Orally administered medications must dissolve and go into solution in the GI tract before absorption across the gut wall into circulating blood. These processes depend upon many factors, including:4

  • lipid solubility
  • concentration of nonionized molecules
  • gastric blood flow
  • gastric emptying time
  • gut pH
  • timing of meals
  • meal content
  • bowel length

GI diseases that alter these factors may therefore affect drug absorption and disposition.

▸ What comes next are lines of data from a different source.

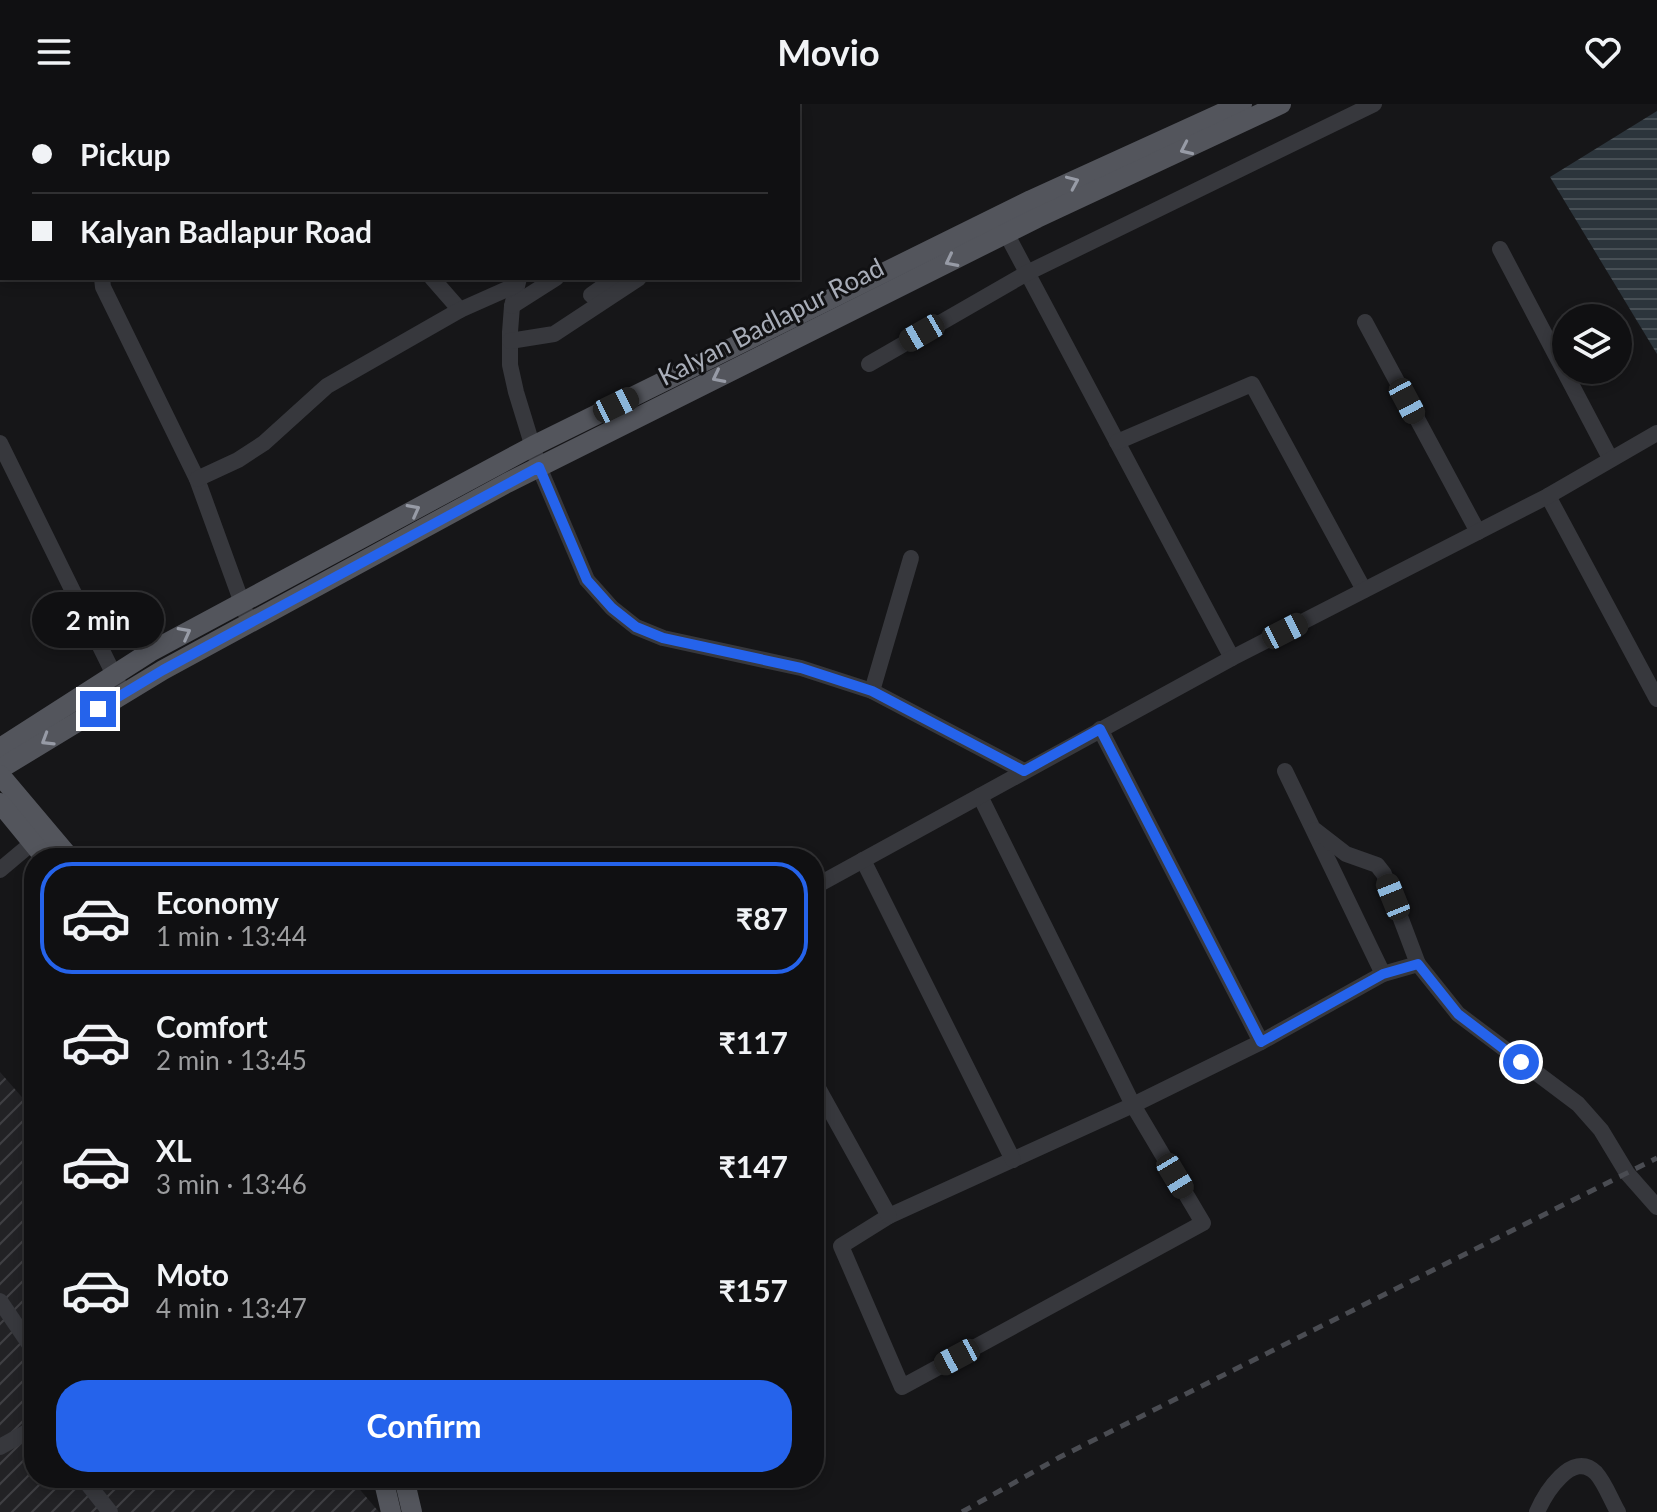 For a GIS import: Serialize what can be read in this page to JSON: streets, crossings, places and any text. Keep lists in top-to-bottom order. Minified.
{"streets":{"main road":["Kalyan Badlapur Road"]},"page":{"header":"Movio","banner":["Pickup","Kalyan Badlapur Road"],"bubble":"2 min","list":[{"name":"Economy","note":"1 min · 13:44","value":"₹87"},{"name":"Comfort","note":"2 min · 13:45","value":"₹117"},{"name":"XL","note":"3 min · 13:46","value":"₹147"},{"name":"Moto","note":"4 min · 13:47","value":"₹157"}],"buttons":"Confirm"}} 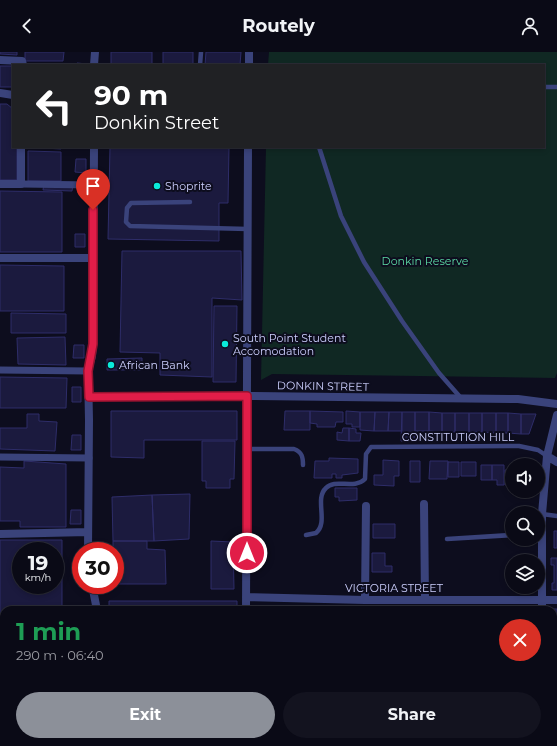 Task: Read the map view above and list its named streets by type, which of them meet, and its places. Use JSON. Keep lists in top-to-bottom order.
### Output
{
  "streets": {
    "street": ["DONKIN STREET", "VICTORIA STREET"],
    "lane": ["CONSTITUTION HILL"]
  },
  "parks": ["Donkin Reserve"],
  "places": ["Shoprite", "South Point Student Accomodation", "African Bank"],
  "page": {
    "header": "Routely",
    "turn": ["90 m", "Donkin Street"],
    "speed": "19 km/h",
    "limit": "30",
    "heading": ["1 min", "290 m · 06:40"],
    "buttons": ["Exit", "Share"]
  }
} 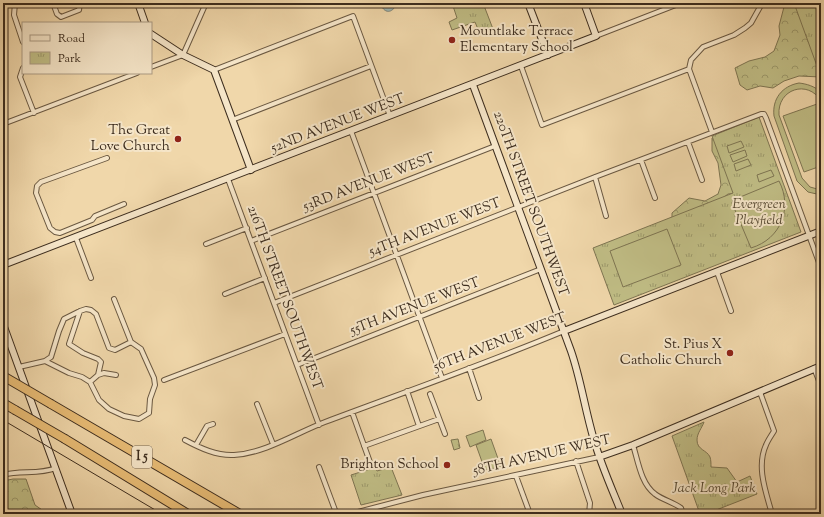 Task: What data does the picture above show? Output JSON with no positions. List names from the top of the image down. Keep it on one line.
{"streets":{"highway":["I 5"],"street":["52ND AVENUE WEST","53RD AVENUE WEST","220TH STREET SOUTHWEST","54TH AVENUE WEST","216TH STREET SOUTHWEST","55TH AVENUE WEST","56TH AVENUE WEST","58TH AVENUE WEST"]},"crossings":[["52ND AVENUE WEST","220TH STREET SOUTHWEST"],["52ND AVENUE WEST","216TH STREET SOUTHWEST"],["53RD AVENUE WEST","220TH STREET SOUTHWEST"],["53RD AVENUE WEST","216TH STREET SOUTHWEST"],["220TH STREET SOUTHWEST","54TH AVENUE WEST"],["220TH STREET SOUTHWEST","55TH AVENUE WEST"],["220TH STREET SOUTHWEST","56TH AVENUE WEST"],["220TH STREET SOUTHWEST","58TH AVENUE WEST"],["54TH AVENUE WEST","216TH STREET SOUTHWEST"],["54TH AVENUE WEST","56TH AVENUE WEST"],["216TH STREET SOUTHWEST","55TH AVENUE WEST"],["216TH STREET SOUTHWEST","56TH AVENUE WEST"]],"parks":["Evergreen Playfield","Jack Long Park"],"places":["Mountlake Terrace Elementary School","The Great Love Church","St. Pius X Catholic Church","Brighton School"],"legend":["Road","Park"]} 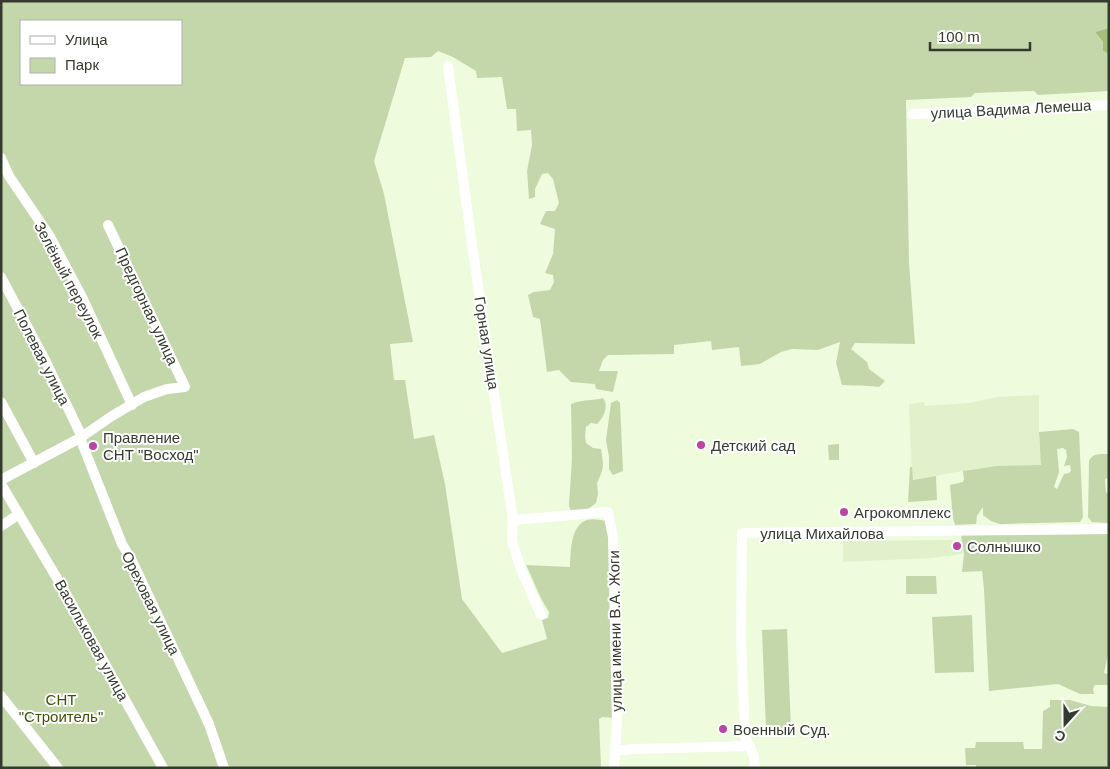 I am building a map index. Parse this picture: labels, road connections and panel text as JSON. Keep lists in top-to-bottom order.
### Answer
{
  "streets": {
    "street": [
      "улица Вадима Лемеша",
      "Зелёный переулок",
      "Предгорная улица",
      "Горная улица",
      "Полевая улица",
      "улица Михайлова",
      "Ореховая улица",
      "улица имени В.А. Жоги",
      "Васильковая улица"
    ]
  },
  "crossings": [
    ["Зелёный переулок", "Предгорная улица"],
    ["Горная улица", "улица имени В.А. Жоги"],
    ["Полевая улица", "Ореховая улица"]
  ],
  "parks": ["СНТ \"Строитель\""],
  "places": [
    "Детский сад",
    "Правление СНТ \"Восход\"",
    "Агрокомплекс",
    "Солнышко",
    "Военный Суд."
  ],
  "legend": ["Улица", "Парк"],
  "scale_bar": "100 m",
  "north": "bottom"
}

In addition to playing a role in absorption, the GI tract also contributes to drug metabolism. For example, two enzymes that are found in the gut, alcohol dehydrogenase and CYP 3A4, contribute to xenobiotic metabolism.

It is difficult to perform prospective trials in patients with acute GI disease. For example, it would be hard to study the pharmacokinetics and pharmacodynamics of a drug in a patient with diarrhea secondary to influenza. Even those with chronic GI diseases may have confounding factors that make pharmacokinetic and pharmacodynamic evaluation difficult.

Adapted from: Garnett WR. Gastrointestinal and hepatic disease. In: Ettinger AB and Devinsky O, eds. Managing epilepsy and co-existing disorders. Boston: Butterworth-Heinemann; 2002;63-74.
With permission from Elsevier (www.elsevier.com).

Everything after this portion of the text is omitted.